▶ _Work request_: An exact retyping of every record is required.

(Source data)

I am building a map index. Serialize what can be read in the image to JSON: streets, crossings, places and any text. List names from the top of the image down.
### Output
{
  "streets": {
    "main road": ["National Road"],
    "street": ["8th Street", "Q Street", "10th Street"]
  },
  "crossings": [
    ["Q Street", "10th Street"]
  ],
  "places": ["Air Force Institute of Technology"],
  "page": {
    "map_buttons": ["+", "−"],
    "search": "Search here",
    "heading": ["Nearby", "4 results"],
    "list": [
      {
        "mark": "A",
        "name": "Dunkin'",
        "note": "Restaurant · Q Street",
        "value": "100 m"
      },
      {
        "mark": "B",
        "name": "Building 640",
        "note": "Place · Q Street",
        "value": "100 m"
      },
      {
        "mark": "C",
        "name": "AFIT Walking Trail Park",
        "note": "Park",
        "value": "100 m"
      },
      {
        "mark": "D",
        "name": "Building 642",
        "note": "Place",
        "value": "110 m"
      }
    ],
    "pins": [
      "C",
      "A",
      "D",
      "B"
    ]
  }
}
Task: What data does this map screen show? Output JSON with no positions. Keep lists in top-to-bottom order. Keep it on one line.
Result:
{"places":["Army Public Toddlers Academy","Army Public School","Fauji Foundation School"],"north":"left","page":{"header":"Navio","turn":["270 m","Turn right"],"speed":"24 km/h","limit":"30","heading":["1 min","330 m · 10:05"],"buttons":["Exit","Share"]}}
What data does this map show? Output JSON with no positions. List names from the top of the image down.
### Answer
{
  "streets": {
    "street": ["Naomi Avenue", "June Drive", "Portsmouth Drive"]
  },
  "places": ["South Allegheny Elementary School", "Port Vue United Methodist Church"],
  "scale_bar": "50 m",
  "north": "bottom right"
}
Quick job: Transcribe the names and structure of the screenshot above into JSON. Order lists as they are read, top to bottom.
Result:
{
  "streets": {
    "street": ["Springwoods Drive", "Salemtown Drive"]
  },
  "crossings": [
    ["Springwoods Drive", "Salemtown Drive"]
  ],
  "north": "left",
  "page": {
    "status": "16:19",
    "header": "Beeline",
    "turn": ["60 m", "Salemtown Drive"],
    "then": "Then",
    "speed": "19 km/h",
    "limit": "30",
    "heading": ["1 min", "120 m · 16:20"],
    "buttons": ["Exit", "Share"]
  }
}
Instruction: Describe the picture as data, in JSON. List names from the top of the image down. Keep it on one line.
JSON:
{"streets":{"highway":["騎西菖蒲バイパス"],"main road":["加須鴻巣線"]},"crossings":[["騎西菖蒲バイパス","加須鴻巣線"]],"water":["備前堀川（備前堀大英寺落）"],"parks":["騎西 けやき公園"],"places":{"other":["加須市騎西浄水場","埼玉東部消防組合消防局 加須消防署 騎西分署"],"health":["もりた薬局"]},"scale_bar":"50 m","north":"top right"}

▶ _Exercise result_:
I am building a map index. Serialize what can be read in the image to JSON: streets, crossings, places and any text. List names from the top of the image down.
### Output
{
  "streets": {
    "main road": ["National Road"],
    "street": ["8th Street", "Q Street", "10th Street"]
  },
  "crossings": [
    ["Q Street", "10th Street"]
  ],
  "places": ["Air Force Institute of Technology"],
  "page": {
    "map_buttons": ["+", "−"],
    "search": "Search here",
    "heading": ["Nearby", "4 results"],
    "list": [
      {
        "mark": "A",
        "name": "Dunkin'",
        "note": "Restaurant · Q Street",
        "value": "100 m"
      },
      {
        "mark": "B",
        "name": "Building 640",
        "note": "Place · Q Street",
        "value": "100 m"
      },
      {
        "mark": "C",
        "name": "AFIT Walking Trail Park",
        "note": "Park",
        "value": "100 m"
      },
      {
        "mark": "D",
        "name": "Building 642",
        "note": "Place",
        "value": "110 m"
      }
    ],
    "pins": [
      "C",
      "A",
      "D",
      "B"
    ]
  }
}
Task: What data does this map screen show? Output JSON with no positions. Keep lists in top-to-bottom order. Keep it on one line.
Result:
{"places":["Army Public Toddlers Academy","Army Public School","Fauji Foundation School"],"north":"left","page":{"header":"Navio","turn":["270 m","Turn right"],"speed":"24 km/h","limit":"30","heading":["1 min","330 m · 10:05"],"buttons":["Exit","Share"]}}
What data does this map show? Output JSON with no positions. List names from the top of the image down.
### Answer
{
  "streets": {
    "street": ["Naomi Avenue", "June Drive", "Portsmouth Drive"]
  },
  "places": ["South Allegheny Elementary School", "Port Vue United Methodist Church"],
  "scale_bar": "50 m",
  "north": "bottom right"
}
Quick job: Transcribe the names and structure of the screenshot above into JSON. Order lists as they are read, top to bottom.
Result:
{
  "streets": {
    "street": ["Springwoods Drive", "Salemtown Drive"]
  },
  "crossings": [
    ["Springwoods Drive", "Salemtown Drive"]
  ],
  "north": "left",
  "page": {
    "status": "16:19",
    "header": "Beeline",
    "turn": ["60 m", "Salemtown Drive"],
    "then": "Then",
    "speed": "19 km/h",
    "limit": "30",
    "heading": ["1 min", "120 m · 16:20"],
    "buttons": ["Exit", "Share"]
  }
}
Instruction: Describe the picture as data, in JSON. List names from the top of the image down. Keep it on one line.
JSON:
{"streets":{"highway":["騎西菖蒲バイパス"],"main road":["加須鴻巣線"]},"crossings":[["騎西菖蒲バイパス","加須鴻巣線"]],"water":["備前堀川（備前堀大英寺落）"],"parks":["騎西 けやき公園"],"places":{"other":["加須市騎西浄水場","埼玉東部消防組合消防局 加須消防署 騎西分署"],"health":["もりた薬局"]},"scale_bar":"50 m","north":"top right"}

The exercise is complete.